Talvez não haja esforço que possibilite a nós, modernos, uma real compreensão do homem medieval. Todo ele é-nos intrincado, mas parece o seu traço mais incompreensível ser aquele que Huizinga assim descreve:
No espírito medieval, todos os sentimentos mais puros e elevados foram absorvidos pela religião, enquanto os impulsos sensuais e naturais, deliberadamente rejeitados, tiveram de se rebaixar ao nível de uma mundanidade pecaminosa. Na consciência medieval coexistem, por assim dizer, duas concepções de vida: a concepção devota, ascética, que se apropria de todos os sentimentos morais, e a concepção mundana, toda ela deixada ao diabo, que se vinga terrivelmente. Se uma das duas predomina por completo, então surge o santo ou o pecador irrefreado; mas em geral elas se mantêm num equilíbrio instável, com oscilações da balança. Veem-se pessoas apaixonadas, cujos pecados em flor por vezes fazem sua devoção transbordar e explodir ainda mais violentamente.

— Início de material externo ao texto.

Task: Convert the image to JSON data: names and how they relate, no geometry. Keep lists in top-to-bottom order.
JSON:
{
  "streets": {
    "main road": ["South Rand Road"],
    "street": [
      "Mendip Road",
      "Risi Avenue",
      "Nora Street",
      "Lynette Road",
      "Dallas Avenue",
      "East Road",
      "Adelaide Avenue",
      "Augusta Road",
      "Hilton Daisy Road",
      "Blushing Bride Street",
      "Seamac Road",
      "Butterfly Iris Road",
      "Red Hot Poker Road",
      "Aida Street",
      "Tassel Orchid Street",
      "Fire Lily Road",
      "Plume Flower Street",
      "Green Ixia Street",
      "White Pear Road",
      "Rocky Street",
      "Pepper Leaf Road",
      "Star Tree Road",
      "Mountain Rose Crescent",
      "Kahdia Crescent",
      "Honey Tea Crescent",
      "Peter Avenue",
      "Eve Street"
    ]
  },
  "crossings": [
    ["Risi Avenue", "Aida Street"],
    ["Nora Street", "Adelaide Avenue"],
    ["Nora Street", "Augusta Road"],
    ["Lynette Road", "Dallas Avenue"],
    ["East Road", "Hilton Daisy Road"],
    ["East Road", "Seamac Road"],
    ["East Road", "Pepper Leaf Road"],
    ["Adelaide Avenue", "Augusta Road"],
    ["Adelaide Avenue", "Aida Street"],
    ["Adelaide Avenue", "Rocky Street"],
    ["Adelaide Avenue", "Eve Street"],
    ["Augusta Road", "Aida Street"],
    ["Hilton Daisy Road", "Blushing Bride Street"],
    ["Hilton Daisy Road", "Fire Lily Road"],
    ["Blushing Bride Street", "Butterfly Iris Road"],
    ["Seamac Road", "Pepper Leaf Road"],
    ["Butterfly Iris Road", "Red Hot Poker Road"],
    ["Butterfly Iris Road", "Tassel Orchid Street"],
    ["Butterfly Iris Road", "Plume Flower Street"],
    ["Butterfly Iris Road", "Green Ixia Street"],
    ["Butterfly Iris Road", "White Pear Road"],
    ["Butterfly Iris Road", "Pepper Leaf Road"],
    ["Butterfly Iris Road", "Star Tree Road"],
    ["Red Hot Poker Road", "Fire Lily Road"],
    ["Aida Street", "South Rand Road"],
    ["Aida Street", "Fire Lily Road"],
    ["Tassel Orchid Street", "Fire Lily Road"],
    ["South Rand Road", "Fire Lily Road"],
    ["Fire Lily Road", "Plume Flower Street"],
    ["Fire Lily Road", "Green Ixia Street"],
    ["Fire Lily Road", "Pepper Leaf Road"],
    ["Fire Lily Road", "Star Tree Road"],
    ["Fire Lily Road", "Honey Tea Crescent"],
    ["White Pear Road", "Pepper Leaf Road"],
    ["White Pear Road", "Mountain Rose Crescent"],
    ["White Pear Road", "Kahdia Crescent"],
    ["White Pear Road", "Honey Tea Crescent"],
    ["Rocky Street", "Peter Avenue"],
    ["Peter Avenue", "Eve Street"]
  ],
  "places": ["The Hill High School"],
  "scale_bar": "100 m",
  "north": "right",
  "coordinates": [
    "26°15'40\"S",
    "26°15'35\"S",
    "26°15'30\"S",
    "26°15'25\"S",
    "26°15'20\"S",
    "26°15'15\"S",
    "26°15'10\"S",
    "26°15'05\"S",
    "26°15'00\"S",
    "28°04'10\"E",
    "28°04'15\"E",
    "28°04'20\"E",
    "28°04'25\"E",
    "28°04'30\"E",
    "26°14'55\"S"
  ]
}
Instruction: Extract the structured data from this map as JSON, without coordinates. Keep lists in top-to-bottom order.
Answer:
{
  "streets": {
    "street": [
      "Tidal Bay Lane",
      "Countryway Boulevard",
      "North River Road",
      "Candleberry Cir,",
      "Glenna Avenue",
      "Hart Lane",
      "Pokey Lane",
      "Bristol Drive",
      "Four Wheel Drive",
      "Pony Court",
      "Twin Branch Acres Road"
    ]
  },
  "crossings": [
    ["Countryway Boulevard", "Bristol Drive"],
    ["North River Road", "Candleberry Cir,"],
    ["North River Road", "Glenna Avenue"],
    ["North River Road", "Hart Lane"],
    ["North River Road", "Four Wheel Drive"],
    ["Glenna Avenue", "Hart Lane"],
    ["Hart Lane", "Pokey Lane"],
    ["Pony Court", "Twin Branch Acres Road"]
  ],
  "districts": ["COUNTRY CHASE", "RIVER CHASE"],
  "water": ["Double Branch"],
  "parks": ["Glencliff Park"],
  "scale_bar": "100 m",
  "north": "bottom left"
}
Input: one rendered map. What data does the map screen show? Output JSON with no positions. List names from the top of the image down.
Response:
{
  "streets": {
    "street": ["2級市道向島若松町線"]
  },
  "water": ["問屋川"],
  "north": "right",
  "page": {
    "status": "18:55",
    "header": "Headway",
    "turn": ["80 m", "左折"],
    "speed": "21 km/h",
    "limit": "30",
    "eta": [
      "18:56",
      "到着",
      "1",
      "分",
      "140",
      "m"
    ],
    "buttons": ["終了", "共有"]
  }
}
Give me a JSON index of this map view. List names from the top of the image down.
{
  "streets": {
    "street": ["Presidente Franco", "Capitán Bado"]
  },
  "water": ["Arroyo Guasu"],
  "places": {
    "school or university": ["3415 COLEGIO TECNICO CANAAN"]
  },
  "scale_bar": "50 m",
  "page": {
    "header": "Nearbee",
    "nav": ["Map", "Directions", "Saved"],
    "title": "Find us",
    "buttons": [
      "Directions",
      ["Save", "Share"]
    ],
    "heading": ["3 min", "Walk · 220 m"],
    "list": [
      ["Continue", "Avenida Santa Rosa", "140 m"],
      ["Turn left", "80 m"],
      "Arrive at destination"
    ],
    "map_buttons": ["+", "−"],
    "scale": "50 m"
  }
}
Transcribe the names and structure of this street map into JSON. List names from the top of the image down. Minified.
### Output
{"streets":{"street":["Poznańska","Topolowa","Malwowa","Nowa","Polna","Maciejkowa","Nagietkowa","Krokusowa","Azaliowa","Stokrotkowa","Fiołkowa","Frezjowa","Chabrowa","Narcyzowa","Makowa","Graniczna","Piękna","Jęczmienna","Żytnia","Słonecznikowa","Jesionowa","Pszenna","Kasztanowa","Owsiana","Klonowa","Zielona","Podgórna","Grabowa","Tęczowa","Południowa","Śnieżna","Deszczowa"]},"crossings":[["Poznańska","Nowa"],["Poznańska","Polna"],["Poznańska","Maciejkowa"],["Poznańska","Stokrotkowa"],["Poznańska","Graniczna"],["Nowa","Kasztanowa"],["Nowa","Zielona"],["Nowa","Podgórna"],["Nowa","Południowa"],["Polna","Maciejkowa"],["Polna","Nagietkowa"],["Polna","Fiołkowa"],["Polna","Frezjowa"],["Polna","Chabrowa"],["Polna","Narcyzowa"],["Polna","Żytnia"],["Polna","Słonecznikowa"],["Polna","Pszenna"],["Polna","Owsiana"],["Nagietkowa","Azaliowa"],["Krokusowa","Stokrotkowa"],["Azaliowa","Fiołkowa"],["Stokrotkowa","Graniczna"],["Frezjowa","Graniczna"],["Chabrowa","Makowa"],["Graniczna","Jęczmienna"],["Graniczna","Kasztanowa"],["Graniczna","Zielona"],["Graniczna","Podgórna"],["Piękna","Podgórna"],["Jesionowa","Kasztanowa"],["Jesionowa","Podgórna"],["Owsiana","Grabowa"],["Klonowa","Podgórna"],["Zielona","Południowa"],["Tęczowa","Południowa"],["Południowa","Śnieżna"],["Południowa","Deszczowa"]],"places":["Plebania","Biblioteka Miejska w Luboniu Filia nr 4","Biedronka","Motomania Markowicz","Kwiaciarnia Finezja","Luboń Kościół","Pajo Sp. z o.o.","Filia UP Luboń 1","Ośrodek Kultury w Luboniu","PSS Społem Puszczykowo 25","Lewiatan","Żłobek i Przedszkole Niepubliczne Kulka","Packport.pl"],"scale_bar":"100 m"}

É uma tensão muito mais forte, que embora extreme o vício, torna mais autêntica a virtude que se lhe contrapõe. É um comportamento tão apaixonado, e sobretudo tão sincero, que nos obriga a admitir que o homem moderno, comparado ao medieval, quiçá se destaque pela “moderação”, mas com certeza por um assombroso cinismo.